Dataset excerpts
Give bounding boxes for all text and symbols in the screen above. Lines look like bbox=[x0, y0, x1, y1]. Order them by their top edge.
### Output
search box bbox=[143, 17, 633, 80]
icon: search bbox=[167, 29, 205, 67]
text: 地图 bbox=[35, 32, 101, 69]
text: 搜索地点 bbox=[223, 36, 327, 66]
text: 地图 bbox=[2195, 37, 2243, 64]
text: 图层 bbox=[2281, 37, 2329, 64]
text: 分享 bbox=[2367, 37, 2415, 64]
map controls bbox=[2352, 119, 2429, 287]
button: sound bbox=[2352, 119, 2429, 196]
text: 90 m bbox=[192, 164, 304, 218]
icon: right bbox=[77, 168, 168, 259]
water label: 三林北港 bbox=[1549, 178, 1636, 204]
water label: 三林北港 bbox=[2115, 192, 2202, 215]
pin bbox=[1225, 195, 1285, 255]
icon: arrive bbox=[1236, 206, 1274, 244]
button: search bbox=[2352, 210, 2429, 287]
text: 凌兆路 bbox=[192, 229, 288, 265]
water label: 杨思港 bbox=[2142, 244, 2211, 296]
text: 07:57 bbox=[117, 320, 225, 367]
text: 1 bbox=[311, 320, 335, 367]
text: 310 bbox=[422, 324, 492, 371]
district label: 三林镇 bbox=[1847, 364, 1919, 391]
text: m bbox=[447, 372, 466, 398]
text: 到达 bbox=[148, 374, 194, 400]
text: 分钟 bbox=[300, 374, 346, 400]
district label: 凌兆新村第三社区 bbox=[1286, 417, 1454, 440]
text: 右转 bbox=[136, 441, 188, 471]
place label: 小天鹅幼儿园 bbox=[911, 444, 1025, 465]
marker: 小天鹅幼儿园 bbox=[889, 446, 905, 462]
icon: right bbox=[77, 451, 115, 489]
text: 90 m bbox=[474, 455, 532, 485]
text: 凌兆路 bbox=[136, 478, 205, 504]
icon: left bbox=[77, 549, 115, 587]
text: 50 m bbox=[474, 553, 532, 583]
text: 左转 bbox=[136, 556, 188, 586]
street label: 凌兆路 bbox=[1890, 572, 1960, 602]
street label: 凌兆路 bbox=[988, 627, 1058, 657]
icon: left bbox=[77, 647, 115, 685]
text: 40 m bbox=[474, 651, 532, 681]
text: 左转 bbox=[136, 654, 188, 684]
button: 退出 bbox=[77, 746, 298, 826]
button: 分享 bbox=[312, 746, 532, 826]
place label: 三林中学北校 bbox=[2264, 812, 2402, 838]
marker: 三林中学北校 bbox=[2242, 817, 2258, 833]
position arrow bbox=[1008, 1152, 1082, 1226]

* [Try it]: What is wanted is the complete set of entries, returned verbatim.

* [Result below]:
Give bounding boxes for all text and symbols in the screen above. Lines look like bbox=[x0, y0, x1, y1]. Order them by their top edge.
### Output
search box bbox=[143, 17, 633, 80]
icon: search bbox=[167, 29, 205, 67]
text: 地图 bbox=[35, 32, 101, 69]
text: 搜索地点 bbox=[223, 36, 327, 66]
text: 地图 bbox=[2195, 37, 2243, 64]
text: 图层 bbox=[2281, 37, 2329, 64]
text: 分享 bbox=[2367, 37, 2415, 64]
map controls bbox=[2352, 119, 2429, 287]
button: sound bbox=[2352, 119, 2429, 196]
text: 90 m bbox=[192, 164, 304, 218]
icon: right bbox=[77, 168, 168, 259]
water label: 三林北港 bbox=[1549, 178, 1636, 204]
water label: 三林北港 bbox=[2115, 192, 2202, 215]
pin bbox=[1225, 195, 1285, 255]
icon: arrive bbox=[1236, 206, 1274, 244]
button: search bbox=[2352, 210, 2429, 287]
text: 凌兆路 bbox=[192, 229, 288, 265]
water label: 杨思港 bbox=[2142, 244, 2211, 296]
text: 07:57 bbox=[117, 320, 225, 367]
text: 1 bbox=[311, 320, 335, 367]
text: 310 bbox=[422, 324, 492, 371]
district label: 三林镇 bbox=[1847, 364, 1919, 391]
text: m bbox=[447, 372, 466, 398]
text: 到达 bbox=[148, 374, 194, 400]
text: 分钟 bbox=[300, 374, 346, 400]
district label: 凌兆新村第三社区 bbox=[1286, 417, 1454, 440]
text: 右转 bbox=[136, 441, 188, 471]
place label: 小天鹅幼儿园 bbox=[911, 444, 1025, 465]
marker: 小天鹅幼儿园 bbox=[889, 446, 905, 462]
icon: right bbox=[77, 451, 115, 489]
text: 90 m bbox=[474, 455, 532, 485]
text: 凌兆路 bbox=[136, 478, 205, 504]
icon: left bbox=[77, 549, 115, 587]
text: 50 m bbox=[474, 553, 532, 583]
text: 左转 bbox=[136, 556, 188, 586]
street label: 凌兆路 bbox=[1890, 572, 1960, 602]
street label: 凌兆路 bbox=[988, 627, 1058, 657]
icon: left bbox=[77, 647, 115, 685]
text: 40 m bbox=[474, 651, 532, 681]
text: 左转 bbox=[136, 654, 188, 684]
button: 退出 bbox=[77, 746, 298, 826]
button: 分享 bbox=[312, 746, 532, 826]
place label: 三林中学北校 bbox=[2264, 812, 2402, 838]
marker: 三林中学北校 bbox=[2242, 817, 2258, 833]
position arrow bbox=[1008, 1152, 1082, 1226]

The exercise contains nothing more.